• Problem details: Pull every line holding the string "textBaseline" from the records below.

++++++

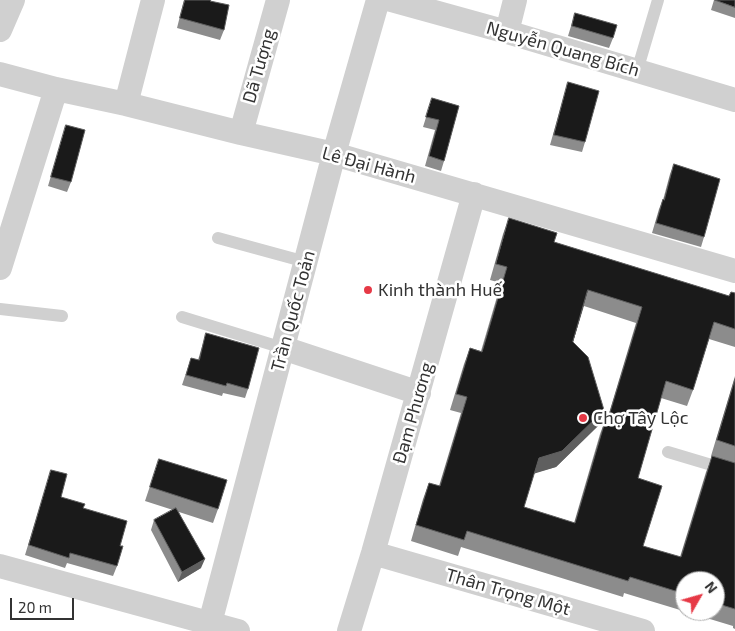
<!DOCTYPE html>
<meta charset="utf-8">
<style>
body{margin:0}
#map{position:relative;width:735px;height:631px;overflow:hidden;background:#fff;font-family:"Exo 2",sans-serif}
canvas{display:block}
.north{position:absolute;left:675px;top:571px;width:50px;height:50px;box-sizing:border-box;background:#fff;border:1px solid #adadad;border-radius:50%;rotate:52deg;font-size:14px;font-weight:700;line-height:20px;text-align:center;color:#333}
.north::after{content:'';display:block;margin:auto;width:18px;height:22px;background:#e63946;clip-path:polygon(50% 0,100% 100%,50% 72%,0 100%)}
.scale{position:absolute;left:10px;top:598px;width:64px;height:22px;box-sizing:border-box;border:2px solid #333;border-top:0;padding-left:6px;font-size:15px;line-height:18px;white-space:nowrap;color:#333;-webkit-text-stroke:4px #fff;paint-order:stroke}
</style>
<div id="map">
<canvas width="735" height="631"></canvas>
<div class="north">N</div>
<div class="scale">20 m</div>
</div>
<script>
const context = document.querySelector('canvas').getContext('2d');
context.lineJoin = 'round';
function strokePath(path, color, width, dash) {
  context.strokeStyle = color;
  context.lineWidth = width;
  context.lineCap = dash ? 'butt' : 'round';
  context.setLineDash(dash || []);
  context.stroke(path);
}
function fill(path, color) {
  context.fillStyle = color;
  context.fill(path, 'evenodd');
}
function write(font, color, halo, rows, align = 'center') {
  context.font = font + ' "Exo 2",sans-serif';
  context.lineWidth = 5;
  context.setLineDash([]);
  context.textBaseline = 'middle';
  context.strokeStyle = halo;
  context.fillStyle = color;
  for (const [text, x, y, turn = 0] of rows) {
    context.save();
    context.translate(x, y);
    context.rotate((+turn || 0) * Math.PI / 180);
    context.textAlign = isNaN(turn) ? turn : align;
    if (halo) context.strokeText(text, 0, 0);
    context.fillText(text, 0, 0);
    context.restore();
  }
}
strokePath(new Path2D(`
 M637,71L658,0
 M218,238L306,262
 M0,309L62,316
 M182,317L283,348
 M668,452L735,472`), '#d0d0d0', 12);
strokePath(new Path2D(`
 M391,0L507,32L735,100
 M0,30L13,0
 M507,32L515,0
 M0,74L56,89L126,104L241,133L334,154L735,271
 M126,104L153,0
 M241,133L278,0
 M0,268L56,89
 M283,348L419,393
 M373,553L643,631
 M0,566L238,631
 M210,623L334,154L378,0
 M349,631L373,553L474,194`), '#d0d0d0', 24);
fill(new Path2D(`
 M184,0H211L210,1L224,30L220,40L177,28Z
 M714,0H735V18L711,10Z
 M575,13L613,38L609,48L568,36Z
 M568,82L585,142L582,152L550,145L565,92Z
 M432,98L459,106L444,161L441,171L425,166L435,130L423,127Z
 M66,125L71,182L67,192L48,186Z
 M674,164L704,237L701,247L652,233L659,209L663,199V200L670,174Z
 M509,218L554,242L729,296L735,293V347L709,339L693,390L687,406L661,398L638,478L643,546L680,557L706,472L712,457L711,456L735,376V629L733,628V626L624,593L623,597L461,547L458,556L411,541L423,499L429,483L439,486L461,413L450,410L464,364L470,348L481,351L501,283L490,280L503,234ZM584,306L636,323L607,420L606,418L600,434L574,523L524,507L534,473L556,467L598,426L604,410L573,342ZM685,581H715V611H685Z
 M206,333L248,389L245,398L223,393L222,396L182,385L191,358L198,360Z
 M159,459L218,509L213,523L179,512L201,568L178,582L151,530L154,520L173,510L145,501Z
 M51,470L61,497L120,546L117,566L113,576L67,563L65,568L25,555Z`), '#8c8c8c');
fill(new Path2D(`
 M604,410L598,426L556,467L533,474L539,458Z
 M205,559L201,568L178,582L182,572Z`), '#5f5f5f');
const building = new Path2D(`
 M185,0H211L210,1L229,5L224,30L180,18Z
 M715,0H735V7Z
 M575,13L617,25L613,38L572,26Z
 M568,82L599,91L585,142L554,135Z
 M432,98L459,106L444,161L429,156L439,120L426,117Z
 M66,125L85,130L71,182L51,177Z
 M674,164L720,179L704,237L656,223L663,199L664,200Z
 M509,218L557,233L554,242L729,296L731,292L735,293V329L714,322L693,390L666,381L638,478L662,486L643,546L681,557L712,456L735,463V609L715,603V581H685V594L630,577L628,581L467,531L464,540L416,525L429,483L440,486L467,397L456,394L470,348L482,352L507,267L496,264ZM588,290L642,307L607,422L606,418L575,523L524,507L539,458L562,451L604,410L588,357L573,342Z
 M206,333L259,348L248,389L227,383L226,386L186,375L191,358L199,360Z
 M735,379V446L717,440Z
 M159,459L227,480L218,509L150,487Z
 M51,470L67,474L61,497L85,504L83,508L127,521L120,546H123L117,566L70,553L69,558L29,545Z
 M176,508L205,559L182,572L154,520Z`);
fill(building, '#1a1a1a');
strokePath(building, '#5f5f5f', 1);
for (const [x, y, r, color] of [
 [368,290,5,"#e63946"],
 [583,418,5,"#e63946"]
]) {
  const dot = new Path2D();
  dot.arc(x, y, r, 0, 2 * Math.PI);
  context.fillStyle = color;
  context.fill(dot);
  strokePath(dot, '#fff', 2);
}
write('18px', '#333', '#fff', [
 ["Nguyễn Quang Bích",563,49,16],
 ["Dã Tượng",259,66,-74],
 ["Lê Đại Hành",369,165,15],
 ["Trần Quốc Toản",293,311,-75],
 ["Đạm Phương",413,413,-74],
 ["Thân Trọng Một",508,592,16]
]);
write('18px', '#333', '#fff', [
 ["Kinh thành Huế",378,290],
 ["Chợ Tây Lộc",593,418]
], 'left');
</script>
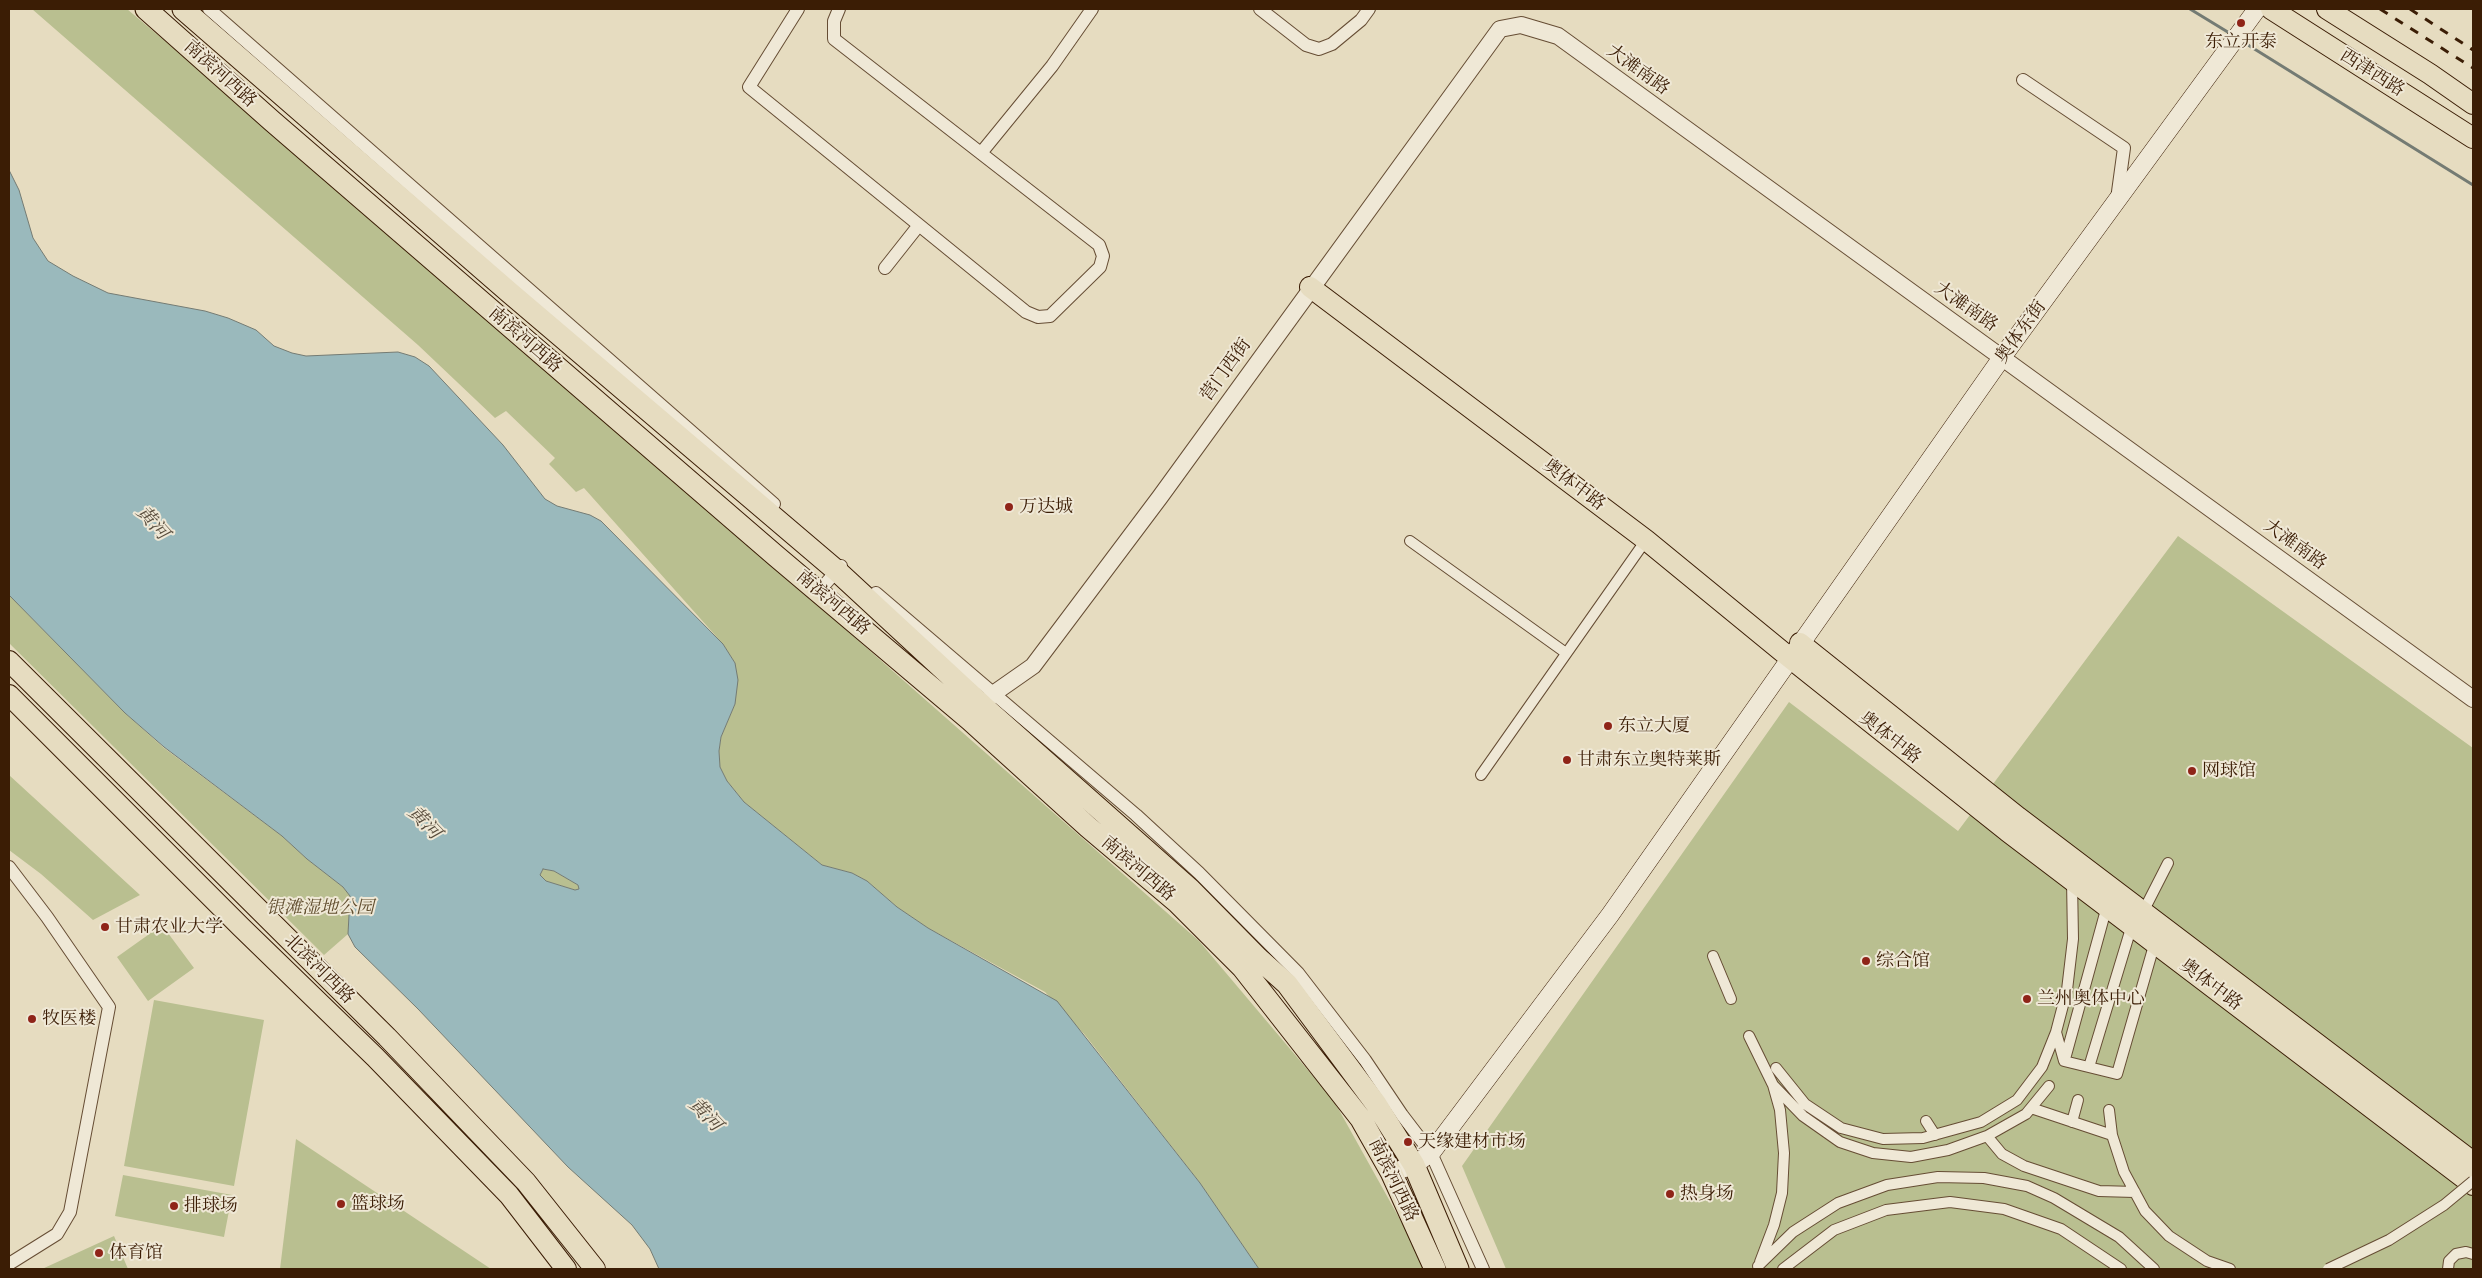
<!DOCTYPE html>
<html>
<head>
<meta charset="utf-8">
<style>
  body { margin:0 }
  #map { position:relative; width:2482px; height:1278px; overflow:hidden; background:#e6dcc0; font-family:"EB Garamond",serif }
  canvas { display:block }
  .frame { position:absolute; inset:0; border:10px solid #3b1d05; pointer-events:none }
</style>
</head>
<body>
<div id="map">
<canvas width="2482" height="1278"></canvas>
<div class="frame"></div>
</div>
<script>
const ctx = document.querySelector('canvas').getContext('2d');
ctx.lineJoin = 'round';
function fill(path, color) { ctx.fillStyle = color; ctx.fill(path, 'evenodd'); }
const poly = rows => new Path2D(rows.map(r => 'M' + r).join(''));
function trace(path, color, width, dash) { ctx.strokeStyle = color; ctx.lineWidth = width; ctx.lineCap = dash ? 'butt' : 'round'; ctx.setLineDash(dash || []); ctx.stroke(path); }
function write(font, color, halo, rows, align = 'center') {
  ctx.font = font + ' "EB Garamond","Noto Serif SC",serif'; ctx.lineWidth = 4; ctx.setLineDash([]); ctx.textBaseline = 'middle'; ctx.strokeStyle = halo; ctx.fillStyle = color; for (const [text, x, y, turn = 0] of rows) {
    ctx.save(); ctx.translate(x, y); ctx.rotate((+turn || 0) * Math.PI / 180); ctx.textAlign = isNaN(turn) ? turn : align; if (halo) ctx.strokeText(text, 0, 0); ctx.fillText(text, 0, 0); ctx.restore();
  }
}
const green = poly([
  [32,9,127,9,463,292,1199,941,1334,1101,1407,1232,1423,1269,1259,1269,1200,1183,1085,1035,1045,992,928,928,897,907,867,881,852,873,822,865,744,802,727,781,720,767,719,751,721,737,735,704,735,663,723,644,584,488,576,492,549,464,555,458,506,411,495,418,418,345],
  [2178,536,2473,748,2473,1269,1506,1269,1462,1166,1789,702,1958,831],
  [9,595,125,713,164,748,282,836,307,859,343,887,350,895,348,934,324,955,9,643],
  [9,775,140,895,93,920,41,874,9,850],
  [543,869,554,871,578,885,579,889,575,890,546,881,540,875],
  [162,925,194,968,148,1001,117,957],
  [154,1000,264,1020,234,1186,124,1166],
  [296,1139,491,1269,280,1269],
  [123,1175,232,1195,224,1237,115,1216],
  [114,1236,128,1269,42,1269]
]);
const water = poly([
  [9,170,19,190,33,238,48,261,73,276,108,293,205,311,228,318,256,330,274,346,292,353,306,356,398,352,415,357,429,366,503,445,545,499,557,506,590,515,601,521,723,644,735,663,738,680,735,704,721,737,719,751,720,767,727,781,744,802,822,865,852,873,867,881,897,907,928,928,1057,1001,1200,1183,1259,1269,659,1269,650,1249,632,1225,568,1167,418,1009,355,947,348,934,350,896,343,887,307,859,282,836,164,747,125,713,9,595,9,170],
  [543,869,554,871,578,885,579,889,575,890,546,881,540,875,543,869]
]);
const stream = poly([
  [2190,9,2231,34],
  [2240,40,2473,185]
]);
const pedestrian = poly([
  [1410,541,1566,653],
  [1481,775,1646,540],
  [2143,912,2168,863],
  [1713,956,1731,999],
  [2056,1032,2064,1061,2117,1074,2155,942],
  [1749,1036,1773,1085,1780,1110,1784,1153,1782,1193,1774,1225,1760,1262],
  [2065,1059,2107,906],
  [2089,1067,2132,925],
  [1776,1068,1805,1104,1841,1128,1883,1139,1923,1138,1981,1122,2017,1100,2042,1067,2056,1032,2067,990,2073,939,2072,880],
  [1773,1085,1803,1116,1840,1142,1873,1153,1911,1157,1948,1150,1987,1136,2026,1114,2049,1086],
  [2031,1108,2112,1135],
  [2109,1110,2112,1135,2124,1172,2145,1211,2169,1236,2207,1261,2230,1269],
  [1926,1121,1935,1135],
  [2072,1122,2078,1100],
  [1987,1136,2002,1154,2024,1166,2099,1191,2135,1192],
  [1758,1266,1793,1232,1838,1203,1887,1185,1938,1177,1984,1178,2027,1186,2054,1198,2119,1237,2154,1269],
  [1783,1269,1834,1230,1886,1210,1950,1202,2004,1209,2061,1229,2121,1269],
  [2448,1269,2449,1261,2456,1254,2466,1252,2473,1254]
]);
const minor = poly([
  [209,9,774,504],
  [798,9,749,87,1026,312,1038,317,1050,316,1100,267,1103,256,1099,245,834,39,834,21,839,9],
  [1260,9,1306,45,1319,49,1332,44,1361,20,1369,9],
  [2023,80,2124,148,2117,199],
  [981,153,1052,66,1092,9],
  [885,268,919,225],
  [819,591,841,566],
  [876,593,1136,815,1199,873,1298,973,1365,1060,1402,1115,1431,1153,1483,1269],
  [9,867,47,917,109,1007,70,1212,57,1234,9,1264]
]);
const tertiary = poly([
  [975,714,993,694,1033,666,1160,497,1500,29,1521,25,1558,36,2473,699]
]);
const secondary = poly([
  [1402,1169,1414,1165,1431,1153,1610,915,2003,356,2257,9]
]);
const primary = poly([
  [2271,9,2473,138],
  [2327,9,2430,74,2473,104],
  [1310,287,1646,540,1790,658,2007,831,2473,1185],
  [1800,643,2018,817,2473,1162],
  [9,661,387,1037,526,1182,595,1269],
  [9,695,241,927,375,1057,509,1195,566,1269]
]);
const trunk = poly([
  [146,9,272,121,776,556,970,720,1088,827,1178,903,1242,967,1361,1119,1391,1172,1435,1269],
  [183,9,509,292,837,571,983,706,1190,889,1258,958,1287,984,1376,1104,1414,1165,1458,1269]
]);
const rail = poly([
  [2380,9,2473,68],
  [2410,9,2473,50]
]);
const pedestrianBridge = poly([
  [2328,1269,2389,1240,2444,1205,2473,1181]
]);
const markers = [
  [2241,23,5,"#8f2418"],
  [1009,507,5,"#8f2418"],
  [1608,726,5,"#8f2418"],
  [1567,760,5,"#8f2418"],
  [2192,771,5,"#8f2418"],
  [105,927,5,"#8f2418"],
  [1866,961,5,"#8f2418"],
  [2027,999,5,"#8f2418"],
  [32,1019,5,"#8f2418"],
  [1408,1142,5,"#8f2418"],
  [1670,1194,5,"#8f2418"],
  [341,1204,5,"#8f2418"],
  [174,1206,5,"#8f2418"],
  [99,1253,5,"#8f2418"]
];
const poiNames = [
  ["东立开泰",2241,42,"center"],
  ["万达城",1019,507],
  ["东立大厦",1618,726],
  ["甘肃东立奥特莱斯",1577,760],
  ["网球馆",2202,771],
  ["甘肃农业大学",115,927],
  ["综合馆",1876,961],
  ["兰州奥体中心",2037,999],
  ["牧医楼",42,1019],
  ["天缘建材市场",1418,1142],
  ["热身场",1680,1194],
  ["篮球场",351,1204],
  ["排球场",184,1206],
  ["体育馆",109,1253]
];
const streetNames = [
  ["大滩南路",1638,70,36],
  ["西津西路",2372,73,32],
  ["南滨河西路",220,74,42],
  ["大滩南路",1966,307,35],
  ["奥体东街",2021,332,-54],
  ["南滨河西路",525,340,41],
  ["营门西街",1226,370,-54],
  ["奥体中路",1574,485,37],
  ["大滩南路",2295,545,36],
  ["南滨河西路",833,603,40],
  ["奥体中路",1890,738,38],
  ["南滨河西路",1138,869,40],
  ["北滨河西路",319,969,45],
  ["奥体中路",2211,985,37],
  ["南滨河西路",1393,1180,64]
];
const parkNames = [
  ["银滩湿地公园",320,908]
];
const waterNames = [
  ["黄河",152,523,48],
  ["黄河",424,823,46],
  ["黄河",705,1115,46]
];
fill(green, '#b9bf90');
fill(water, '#9ab9bc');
trace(water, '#747b73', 1);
trace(stream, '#747b73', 3);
trace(pedestrian, '#664d34', 12);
trace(minor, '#664d34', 14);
trace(tertiary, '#664d34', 18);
trace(secondary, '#3b1d05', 19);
trace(primary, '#3b1d05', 22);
trace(trunk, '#3b1d05', 23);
trace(pedestrian, '#efe8d6', 10);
trace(minor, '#efe8d6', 12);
trace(tertiary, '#efe8d6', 16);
trace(secondary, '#efe8d6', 18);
trace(primary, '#e6dcc0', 20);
trace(trunk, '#e6dcc0', 21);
trace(rail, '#3b1d05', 3, [9, 9]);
trace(pedestrianBridge, '#664d34', 12, []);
trace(pedestrianBridge, '#efe8d6', 10);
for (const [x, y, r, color] of markers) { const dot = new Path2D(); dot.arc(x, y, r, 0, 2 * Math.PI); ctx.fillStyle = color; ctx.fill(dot); trace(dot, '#efe8d6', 2); }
write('18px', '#3b1d05', '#efe8d6', poiNames, 'left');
write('18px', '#3b1d05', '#efe8d6', streetNames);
write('italic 18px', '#614e2f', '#efe8d6', parkNames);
write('italic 19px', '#584c3c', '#efe8d6', waterNames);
</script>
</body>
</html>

++++++

• Output for this exercise:
  context.textBaseline = 'middle';
  ctx.font = font + ' "EB Garamond","Noto Serif SC",serif'; ctx.lineWidth = 4; ctx.setLineDash([]); ctx.textBaseline = 'middle'; ctx.strokeStyle = halo; ctx.fillStyle = color; for (const [text, x, y, turn = 0] of rows) {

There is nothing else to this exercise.